[Problem to work on] Provide only the number of lines in the data below that contain the string "margin".

▶

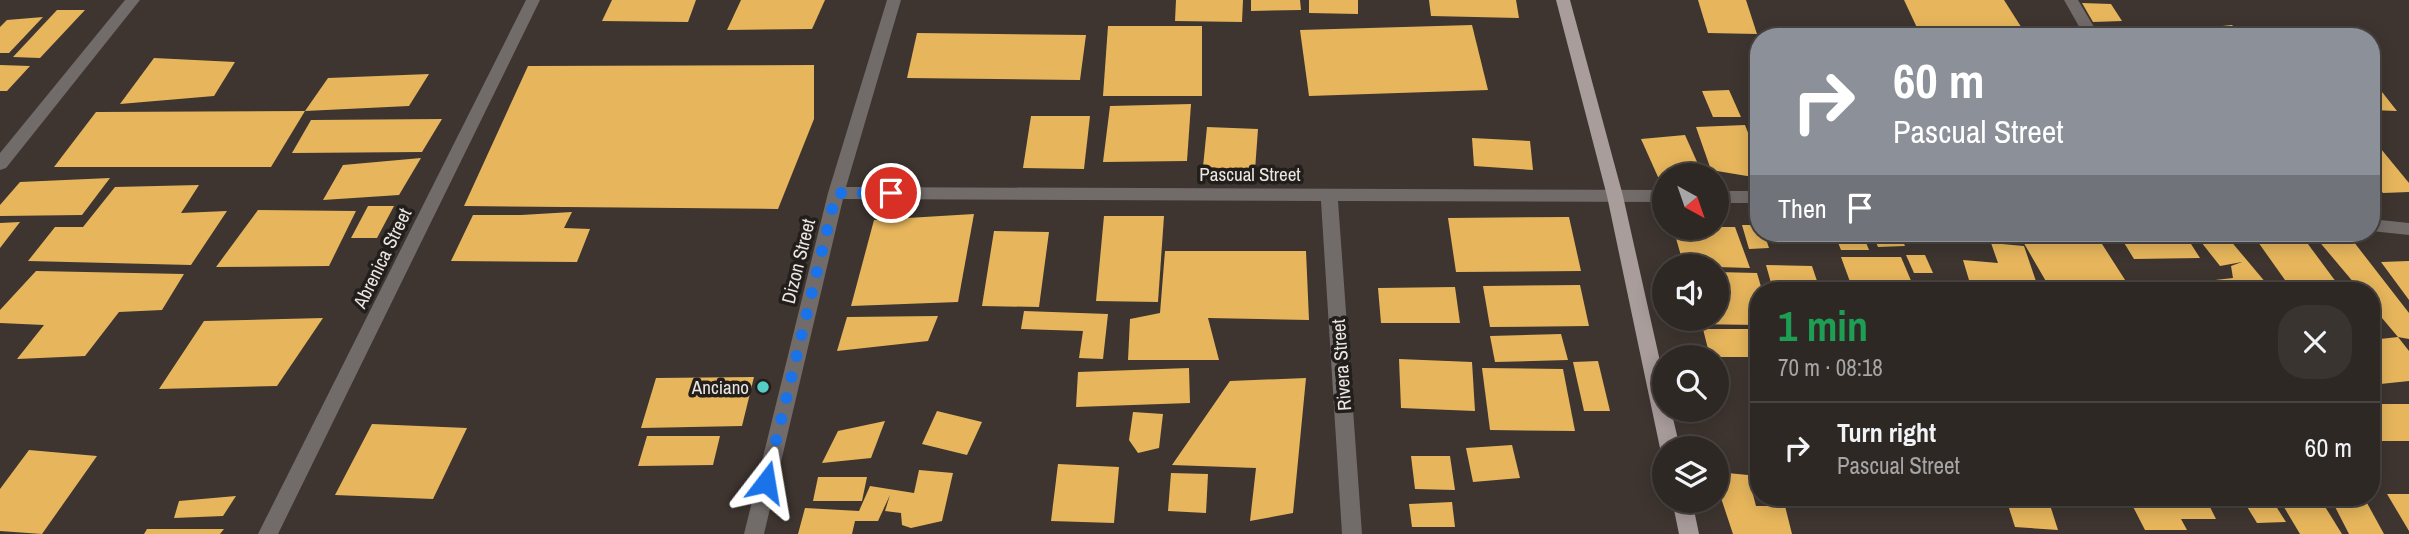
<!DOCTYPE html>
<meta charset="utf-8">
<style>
:root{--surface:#2e2824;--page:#3a3431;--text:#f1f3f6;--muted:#a7a6a6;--line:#494441}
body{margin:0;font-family:"Archivo Narrow",sans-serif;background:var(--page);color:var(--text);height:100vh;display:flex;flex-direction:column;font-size:26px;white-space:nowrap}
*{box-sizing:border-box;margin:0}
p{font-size:23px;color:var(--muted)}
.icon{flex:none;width:38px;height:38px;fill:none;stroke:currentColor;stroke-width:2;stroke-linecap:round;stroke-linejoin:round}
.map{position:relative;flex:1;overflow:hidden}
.side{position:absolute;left:1750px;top:282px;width:630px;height:224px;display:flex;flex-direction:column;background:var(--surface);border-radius:28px;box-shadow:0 4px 18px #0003,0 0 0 2px var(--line)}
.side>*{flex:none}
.banner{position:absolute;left:1750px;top:28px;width:630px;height:214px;border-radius:28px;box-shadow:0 4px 18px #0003,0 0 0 2px var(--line);background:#8c9099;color:#fff;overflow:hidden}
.needle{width:46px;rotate:140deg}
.buttons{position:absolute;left:1652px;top:163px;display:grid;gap:14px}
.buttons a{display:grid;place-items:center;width:77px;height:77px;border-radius:50%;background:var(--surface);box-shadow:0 4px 18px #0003,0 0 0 2px var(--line);font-size:35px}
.pin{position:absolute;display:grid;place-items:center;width:60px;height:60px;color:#fff;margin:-30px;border:4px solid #fff;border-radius:50%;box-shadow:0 2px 7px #0007}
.me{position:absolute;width:77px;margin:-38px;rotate:14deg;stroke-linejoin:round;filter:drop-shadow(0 0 5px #0008)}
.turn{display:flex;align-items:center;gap:24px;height:147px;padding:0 28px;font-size:32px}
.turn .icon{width:91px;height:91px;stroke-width:2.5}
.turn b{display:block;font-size:49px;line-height:60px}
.then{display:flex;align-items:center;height:66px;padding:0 28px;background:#0003;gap:14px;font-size:26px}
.round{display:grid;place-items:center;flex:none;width:74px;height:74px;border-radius:28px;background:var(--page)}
.overview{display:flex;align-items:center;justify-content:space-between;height:119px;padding:0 28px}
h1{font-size:42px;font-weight:700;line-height:52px;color:#1e9e55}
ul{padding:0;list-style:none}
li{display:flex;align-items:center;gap:21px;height:91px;padding:0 28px;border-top:2px solid var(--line)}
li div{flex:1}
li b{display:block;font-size:26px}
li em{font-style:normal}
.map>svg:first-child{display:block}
.building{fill:#e7b65c}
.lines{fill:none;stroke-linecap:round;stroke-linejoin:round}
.street{fill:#716b6a;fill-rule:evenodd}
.primary{fill:#a99d9c;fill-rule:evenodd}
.route{stroke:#1a73e8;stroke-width:12;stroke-dasharray:0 21.6}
.poi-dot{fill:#54cdc7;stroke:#221e1b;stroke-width:2.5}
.labels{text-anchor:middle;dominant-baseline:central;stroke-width:7;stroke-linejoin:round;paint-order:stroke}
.street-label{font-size:19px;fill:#ebe6e2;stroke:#221e1b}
.poi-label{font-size:19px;fill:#ebe6e2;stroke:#221e1b;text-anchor:end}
</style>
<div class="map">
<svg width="2409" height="534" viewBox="0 0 2409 534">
<rect width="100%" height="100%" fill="#3e3530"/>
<g class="building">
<path d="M612,0H696L688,22L602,21Z"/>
<path d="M741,0H825L812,29L727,30Z"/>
<path d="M1176,0H1243L1242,22L1175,21Z"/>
<path d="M1251,0H1300L1301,10L1251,11Z"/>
<path d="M1309,0H1358V14L1309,13Z"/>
<path d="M1429,0H1516L1519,18L1431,16Z"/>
<path d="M1698,0H1746L1757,34L1708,33Z"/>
<path d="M1904,0H2004L2025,33L1919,32Z"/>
<path d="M2082,3L2111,4L2122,21L2093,22Z"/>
<path d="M57,10H85L40,58L13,57Z"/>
<path d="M43,17L9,53H0V27L7,20Z"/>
<path d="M1472,25L1488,90L1309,96L1300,30Z"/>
<path d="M2232,25L2244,37H2191L2184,30Z"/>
<path d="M1108,26H1202V96H1103Z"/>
<path d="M917,33L1086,35L1080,80L907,78Z"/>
<path d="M154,58L235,62L214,96L120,104Z"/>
<path d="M0,65L30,66L7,91H0Z"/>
<path d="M814,65V119L778,209L464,206L528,66Z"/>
<path d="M429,74L409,106L305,111L328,78Z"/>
<path d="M2371,78L2397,111L2371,110Z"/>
<path d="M1729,90L1741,117H1713L1702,91Z"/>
<path d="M1191,104L1187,161L1103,162L1110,106Z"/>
<path d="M305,111L271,167H54L96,112Z"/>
<path d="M1031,116H1090L1084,169L1023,168Z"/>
<path d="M442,119L422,152L292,153L311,120Z"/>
<path d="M1745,125L1759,161V178L1711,170L1696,127Z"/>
<path d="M1207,127L1258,129L1255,170L1203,167Z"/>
<path d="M1685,135L1702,173L1658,177L1641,139Z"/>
<path d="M1472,138L1530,141L1533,170L1474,166Z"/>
<path d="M2371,149H2381L2409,183V192L2383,193L2371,177Z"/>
<path d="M421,158L399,195L323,200L343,165Z"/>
<path d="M110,178L82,215L0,216V205L20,182Z"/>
<path d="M199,185L181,213L227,211L191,265L28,261L55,227H83L115,187Z"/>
<path d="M368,206H394L377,238H351Z"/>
<path d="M258,210L356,211L329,266L216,267Z"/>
<path d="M572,212L564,228L590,229L577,262L451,261L473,215H521Z"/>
<path d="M974,214L958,302L851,306L874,220Z"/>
<path d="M1104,216H1164L1158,302L1096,301Z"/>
<path d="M1569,217L1581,271L1456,272L1448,218Z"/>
<path d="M20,222L0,248V223Z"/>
<path d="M1742,225H1759V233H1764L1769,248L1749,249Z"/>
<path d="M1717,227H1735L1750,268L1684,266L1673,228Z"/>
<path d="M994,231L1049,232L1039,307L982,306Z"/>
<path d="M1872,233H1899L1905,246L1878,247Z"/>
<path d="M2018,233H2095L2127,283L2099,285L2102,290H2051Z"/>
<path d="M2118,233H2184L2200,258L2134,259Z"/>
<path d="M2194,233H2224L2272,290H2223L2215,280L2233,278L2231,266L2242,262L2220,266Z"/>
<path d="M1835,235H1863L1869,250H1841Z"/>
<path d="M2350,237L2409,313V339L2398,337L2371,305V290H2360L2317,239Z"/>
<path d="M2305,240L2342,290H2292L2258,242Z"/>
<path d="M1991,243L2024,246L2039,290H1972L1963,260L1998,263Z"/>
<path d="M1165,251H1306L1309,320L1208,318L1219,360H1128L1130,319L1160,313Z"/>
<path d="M1906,255H1925L1933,273H1914Z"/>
<path d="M1841,257H1901L1915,290H1853Z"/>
<path d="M2409,261V300L2381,262Z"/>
<path d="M1766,265L1812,266L1820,290H1773Z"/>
<path d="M36,271L184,274L162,310L119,312L85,356L17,359L44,325L0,323V310Z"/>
<path d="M1717,272L1757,273L1762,290H1759V325L1691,324L1689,318H1717Z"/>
<path d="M2198,280L2205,290H2153L2148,282Z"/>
<path d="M1580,285L1589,326L1490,327L1483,286Z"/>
<path d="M1455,287L1460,323H1381L1378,288Z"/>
<path d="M1024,311L1108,314L1103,359L1079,358L1083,331L1021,329Z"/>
<path d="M938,316L928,341L837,351L847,317Z"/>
<path d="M323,318L277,386L159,389L204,321Z"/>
<path d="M1703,329H1759V357H1710Z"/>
<path d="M1561,334L1568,360L1495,362L1490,336Z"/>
<path d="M2398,337L2409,351V381L2371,385V340Z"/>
<path d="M1399,359L1472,362L1475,411L1401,408Z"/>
<path d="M1598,361L1610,411H1584L1573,362Z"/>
<path d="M1189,368L1190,403L1076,407L1078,372Z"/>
<path d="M1482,368L1563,369L1575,431L1490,430Z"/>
<path d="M754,377L742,426L641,428L656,378Z"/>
<path d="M1306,378L1293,513L1250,521L1256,468L1172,465L1230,381Z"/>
<rect x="2371" y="404" width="38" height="37"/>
<path d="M937,411L982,422L967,455L922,444Z"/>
<path d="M1133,412L1163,414L1159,448L1138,453L1129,440Z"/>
<path d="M885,421L871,458L822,463L838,431Z"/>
<path d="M372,424L467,428L433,499L335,495Z"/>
<path d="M647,436H720L713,465L638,466Z"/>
<path d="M1512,445L1520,478L1473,482L1466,448Z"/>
<path d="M29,450L97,456L42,534L0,531V489Z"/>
<path d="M1411,456H1450L1455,490L1415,489Z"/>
<path d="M1058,464L1119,467L1114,523L1051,521Z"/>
<path d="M919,470L953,473L942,521L911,528L902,525L901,513L885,511L890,495L878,521H855L852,534H798L805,508L859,511L870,486L914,493Z"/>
<path d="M1717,472L1748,475L1756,506H1785L1792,534H1733L1717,486Z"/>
<path d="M1171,473L1208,474L1206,513L1168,511Z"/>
<path d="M818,477H867L862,501H813Z"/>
<path d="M2387,494H2409V531Z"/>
<path d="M236,496L223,516L174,518L179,501Z"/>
<path d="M2128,497H2205L2216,519H2181L2187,530H2145Z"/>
<path d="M2241,497H2270L2286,522L2257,523Z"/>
<path d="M2278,497H2319L2342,534H2300Z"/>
<path d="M2332,501L2367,503L2384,534H2349Z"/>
<path d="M1452,502L1455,527H1412L1409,504Z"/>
<path d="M2007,502L2050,505L2058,530L2015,527Z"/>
<path d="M147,529H224L220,534H144Z"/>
</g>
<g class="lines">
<g class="street">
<path d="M125,0H140L6,168L0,170V153Z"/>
<path d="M526,0H540L278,534H258Z"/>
<path d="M887,0H901L846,187L1664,190V202L1338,201L1362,534H1342L1321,201L843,199L764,534H744L828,193Z"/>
<path d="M2064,0H2078L2100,37H2085Z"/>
<rect x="1717" y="191" width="42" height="12"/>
<path d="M2371,219L2409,223V235L2371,231Z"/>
</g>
<g class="primary">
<path d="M1556,0H1570L1623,196L1664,379V410H1671L1680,448H1664V454L1660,448L1607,196Z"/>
<path d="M1672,500H1692L1699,534H1679Z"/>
</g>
</g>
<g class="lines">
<path class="route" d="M766,482L836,193H891"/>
</g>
<circle class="poi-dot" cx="763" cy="387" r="7"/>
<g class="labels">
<g class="street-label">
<text x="1250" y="174">Pascual Street</text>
<text transform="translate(382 258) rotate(-64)">Abrenica Street</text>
<text transform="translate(798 261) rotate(-76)">Dizon Street</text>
<text transform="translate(1341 365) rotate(-94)">Rivera Street</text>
</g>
<g class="poi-label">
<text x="749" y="387">Anciano</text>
</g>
</g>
</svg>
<div class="buttons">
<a><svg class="needle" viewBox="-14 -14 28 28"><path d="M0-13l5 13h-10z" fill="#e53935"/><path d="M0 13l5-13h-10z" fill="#a7a6a6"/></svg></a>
<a><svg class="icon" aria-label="sound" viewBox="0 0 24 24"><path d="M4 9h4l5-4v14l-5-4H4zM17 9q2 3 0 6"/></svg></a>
<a><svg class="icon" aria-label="search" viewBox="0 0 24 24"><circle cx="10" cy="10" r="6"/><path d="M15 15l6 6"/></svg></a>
<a><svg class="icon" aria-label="layers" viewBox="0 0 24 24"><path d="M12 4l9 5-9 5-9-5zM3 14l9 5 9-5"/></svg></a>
</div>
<div class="pin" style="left:891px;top:193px;background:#d93025"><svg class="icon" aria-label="arrive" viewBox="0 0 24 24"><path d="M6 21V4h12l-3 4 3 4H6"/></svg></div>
<svg class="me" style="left:766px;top:482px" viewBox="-20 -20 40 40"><path d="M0-17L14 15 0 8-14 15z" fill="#1a73e8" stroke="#fff" stroke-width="4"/></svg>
<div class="banner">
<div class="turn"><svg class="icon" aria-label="right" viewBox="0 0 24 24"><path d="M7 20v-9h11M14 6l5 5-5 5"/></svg><div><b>60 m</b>Pascual Street</div></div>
<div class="then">Then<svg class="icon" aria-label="arrive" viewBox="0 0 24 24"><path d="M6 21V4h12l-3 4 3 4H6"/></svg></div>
</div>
<section class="side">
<div class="overview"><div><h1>1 min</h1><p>70 m · 08:18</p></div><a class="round"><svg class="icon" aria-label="close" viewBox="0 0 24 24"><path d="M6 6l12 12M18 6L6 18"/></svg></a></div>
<ul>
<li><svg class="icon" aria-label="right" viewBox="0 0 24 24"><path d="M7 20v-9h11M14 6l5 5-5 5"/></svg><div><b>Turn right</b><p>Pascual Street</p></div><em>60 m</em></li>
</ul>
</section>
</div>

◀

[Exercise output] 4